L'ancien système chilien, élaboré dans les années 20, demeurait très stratifié, comprenant plusieurs dizaines d'institutions pour chaque branche. Tributaire des subventions publiques et menacé par la grave crise économique que connaissait le Chili jusqu'à la décennie 70, les tentatives d'unification des régimes ainsi que des mécanismes d'indexation échouèrent, obligeant les autorités à la refonte totale du système à partir de 1981.

La capitalisation est ainsi le principe du nouveau système auquel tous les salariés des secteurs public et privé (à l'exception des militaires) sont obligatoirement assujettis, cotisant à la caisse de leur choix, sans participation financière des employeurs.

La réforme du système de pensions s'inscrit ainsi dans la continuité des mesures de modernisation structurelle conduites par les " Chicago Boys " dont l'objectif était d'accorder une place prépondérante aux mécanismes du marché et au secteur privé dans le domaine économique et social.

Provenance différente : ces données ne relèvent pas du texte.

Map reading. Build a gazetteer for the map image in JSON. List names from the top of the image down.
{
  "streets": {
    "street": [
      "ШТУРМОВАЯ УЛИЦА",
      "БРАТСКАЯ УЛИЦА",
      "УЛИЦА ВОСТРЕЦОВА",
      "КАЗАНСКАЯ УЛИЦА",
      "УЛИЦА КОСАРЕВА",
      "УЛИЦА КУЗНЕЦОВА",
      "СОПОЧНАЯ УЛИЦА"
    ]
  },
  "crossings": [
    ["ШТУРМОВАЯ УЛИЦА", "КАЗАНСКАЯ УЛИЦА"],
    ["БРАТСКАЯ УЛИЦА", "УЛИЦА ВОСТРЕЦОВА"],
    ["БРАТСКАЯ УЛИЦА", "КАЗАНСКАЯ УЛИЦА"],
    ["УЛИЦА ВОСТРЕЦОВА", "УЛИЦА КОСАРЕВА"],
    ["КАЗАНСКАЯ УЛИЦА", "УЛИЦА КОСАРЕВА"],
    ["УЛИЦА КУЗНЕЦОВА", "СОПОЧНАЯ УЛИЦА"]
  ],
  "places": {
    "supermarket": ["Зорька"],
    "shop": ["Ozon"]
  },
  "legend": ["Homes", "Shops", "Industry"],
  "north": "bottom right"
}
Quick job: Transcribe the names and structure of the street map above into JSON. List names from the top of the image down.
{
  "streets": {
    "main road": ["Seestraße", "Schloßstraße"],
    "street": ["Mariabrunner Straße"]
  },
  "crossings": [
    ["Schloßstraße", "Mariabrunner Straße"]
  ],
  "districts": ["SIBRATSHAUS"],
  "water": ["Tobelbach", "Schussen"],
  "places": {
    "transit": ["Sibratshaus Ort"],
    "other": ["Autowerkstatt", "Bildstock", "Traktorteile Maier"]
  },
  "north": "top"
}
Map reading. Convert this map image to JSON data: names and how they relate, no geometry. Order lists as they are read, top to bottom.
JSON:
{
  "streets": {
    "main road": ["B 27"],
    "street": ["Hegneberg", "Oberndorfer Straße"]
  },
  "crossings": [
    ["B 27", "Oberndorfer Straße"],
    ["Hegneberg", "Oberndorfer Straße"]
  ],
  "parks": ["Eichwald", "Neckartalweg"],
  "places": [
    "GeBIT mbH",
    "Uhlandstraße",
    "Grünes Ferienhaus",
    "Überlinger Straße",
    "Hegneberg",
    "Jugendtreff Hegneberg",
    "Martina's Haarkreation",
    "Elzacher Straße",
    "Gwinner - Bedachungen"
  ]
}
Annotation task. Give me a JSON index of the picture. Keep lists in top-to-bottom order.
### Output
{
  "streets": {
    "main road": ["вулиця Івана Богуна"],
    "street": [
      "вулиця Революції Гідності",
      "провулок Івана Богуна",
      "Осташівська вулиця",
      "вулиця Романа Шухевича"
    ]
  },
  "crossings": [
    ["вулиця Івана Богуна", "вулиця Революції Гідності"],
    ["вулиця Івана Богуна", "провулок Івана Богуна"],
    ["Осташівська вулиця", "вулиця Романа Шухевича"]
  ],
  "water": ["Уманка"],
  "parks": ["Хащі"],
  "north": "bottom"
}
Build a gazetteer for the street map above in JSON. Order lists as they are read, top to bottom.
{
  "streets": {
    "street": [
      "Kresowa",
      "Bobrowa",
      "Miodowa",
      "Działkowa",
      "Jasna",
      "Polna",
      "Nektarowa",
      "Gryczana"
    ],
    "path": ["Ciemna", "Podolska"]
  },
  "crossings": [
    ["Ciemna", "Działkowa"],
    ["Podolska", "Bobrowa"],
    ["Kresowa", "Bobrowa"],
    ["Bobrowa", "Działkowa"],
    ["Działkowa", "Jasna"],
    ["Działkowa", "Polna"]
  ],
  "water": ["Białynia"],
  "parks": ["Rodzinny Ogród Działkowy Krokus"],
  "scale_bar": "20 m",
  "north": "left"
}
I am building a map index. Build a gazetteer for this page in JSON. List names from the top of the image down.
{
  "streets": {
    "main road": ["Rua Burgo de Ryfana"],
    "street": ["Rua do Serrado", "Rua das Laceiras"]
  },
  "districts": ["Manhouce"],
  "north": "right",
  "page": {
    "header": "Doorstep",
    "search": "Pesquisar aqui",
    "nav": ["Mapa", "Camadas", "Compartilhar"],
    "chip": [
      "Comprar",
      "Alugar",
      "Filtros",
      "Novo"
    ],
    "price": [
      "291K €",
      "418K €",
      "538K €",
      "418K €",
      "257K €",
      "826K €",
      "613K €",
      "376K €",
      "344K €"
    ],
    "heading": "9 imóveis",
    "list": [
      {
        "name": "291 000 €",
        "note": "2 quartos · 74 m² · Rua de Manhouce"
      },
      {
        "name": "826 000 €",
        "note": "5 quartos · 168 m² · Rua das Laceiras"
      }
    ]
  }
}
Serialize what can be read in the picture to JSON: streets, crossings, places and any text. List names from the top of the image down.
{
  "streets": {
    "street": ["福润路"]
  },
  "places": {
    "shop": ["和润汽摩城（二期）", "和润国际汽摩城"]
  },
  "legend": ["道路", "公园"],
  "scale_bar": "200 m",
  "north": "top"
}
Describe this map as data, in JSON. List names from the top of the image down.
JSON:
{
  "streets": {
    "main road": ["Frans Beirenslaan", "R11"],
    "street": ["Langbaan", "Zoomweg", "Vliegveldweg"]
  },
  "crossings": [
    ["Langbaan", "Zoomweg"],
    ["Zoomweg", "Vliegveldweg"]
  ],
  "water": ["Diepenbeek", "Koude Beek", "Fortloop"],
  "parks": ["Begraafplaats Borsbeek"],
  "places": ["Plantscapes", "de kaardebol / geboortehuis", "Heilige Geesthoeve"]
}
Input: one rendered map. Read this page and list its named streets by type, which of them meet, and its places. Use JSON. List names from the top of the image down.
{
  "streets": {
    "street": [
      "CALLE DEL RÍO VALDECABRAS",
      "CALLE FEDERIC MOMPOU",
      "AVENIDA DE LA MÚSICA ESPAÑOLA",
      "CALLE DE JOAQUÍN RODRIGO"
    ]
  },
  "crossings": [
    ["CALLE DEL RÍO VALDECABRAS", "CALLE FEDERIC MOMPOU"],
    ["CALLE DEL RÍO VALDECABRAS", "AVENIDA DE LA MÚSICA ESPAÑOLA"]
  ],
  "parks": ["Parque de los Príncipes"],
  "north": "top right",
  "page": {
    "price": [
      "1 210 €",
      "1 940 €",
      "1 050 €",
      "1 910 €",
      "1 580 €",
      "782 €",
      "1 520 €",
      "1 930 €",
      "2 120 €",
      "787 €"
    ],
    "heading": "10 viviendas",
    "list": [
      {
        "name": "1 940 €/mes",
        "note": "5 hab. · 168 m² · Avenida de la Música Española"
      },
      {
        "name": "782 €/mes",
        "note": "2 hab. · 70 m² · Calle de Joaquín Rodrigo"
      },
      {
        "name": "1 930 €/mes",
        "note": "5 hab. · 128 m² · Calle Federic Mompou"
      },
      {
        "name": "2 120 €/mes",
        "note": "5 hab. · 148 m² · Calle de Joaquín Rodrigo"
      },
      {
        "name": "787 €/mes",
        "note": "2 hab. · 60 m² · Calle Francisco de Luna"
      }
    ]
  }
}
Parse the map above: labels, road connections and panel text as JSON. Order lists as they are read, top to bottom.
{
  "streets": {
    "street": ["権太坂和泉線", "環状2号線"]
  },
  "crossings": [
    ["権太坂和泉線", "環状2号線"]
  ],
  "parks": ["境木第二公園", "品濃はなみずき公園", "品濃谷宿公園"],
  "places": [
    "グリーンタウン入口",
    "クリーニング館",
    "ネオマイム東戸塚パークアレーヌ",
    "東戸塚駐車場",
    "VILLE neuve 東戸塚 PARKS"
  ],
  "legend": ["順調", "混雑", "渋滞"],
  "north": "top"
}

L'âge de la retraite est fixé à 65 ans pour les hommes et 60 ans pour les femmes. A cette échéance, les cotisants peuvent se constituer une rente viagère ou encore négocier, auprès de leur société de gestion, un retrait échelonné sous certaines conditions.

Dans le nouveau système, qui a mobilisé l'épargne retraite et favorisé le développement du système financier, l'Etat demeure le garant de la cohésion financière et sociale. D'une part, les sociétés de gestion demeurent sous la surveillance d'un organisme public, la surintendance des sociétés d'administration des caisses de pensions qui peut contrôler leur réserve et dispose d'un réel pouvoir de sanctions allant jusqu'à la suppression de l'agrément. D'autre part, l'Etat garantit le paiement des prestations, en cas de défaillance, et encore le paiement au cotisant d'une pension minimale malgré une insuffisance du capital.

S'il est vrai que le nouveau système a permis des économies d'échelles et une intensification de la concurrence, le cotisant chilien a ainsi tiré profit d'une baisse générale des frais, tout en bénéficiant d'un taux de rendement réel des placements de 14 % par an en moyenne. Cependant, l'efficacité de la prévoyance vieillesse demeure compromise par l'augmentation régulière de la fraction des adhérents ne versant aucune cotisation. En outre, les artisans ne sont pas soumis au régime d'affiliation obligatoire ; seuls 4 % d'entre eux versent des cotisations, au risque d'accentuer les disparités de revenus à moyen et long terme.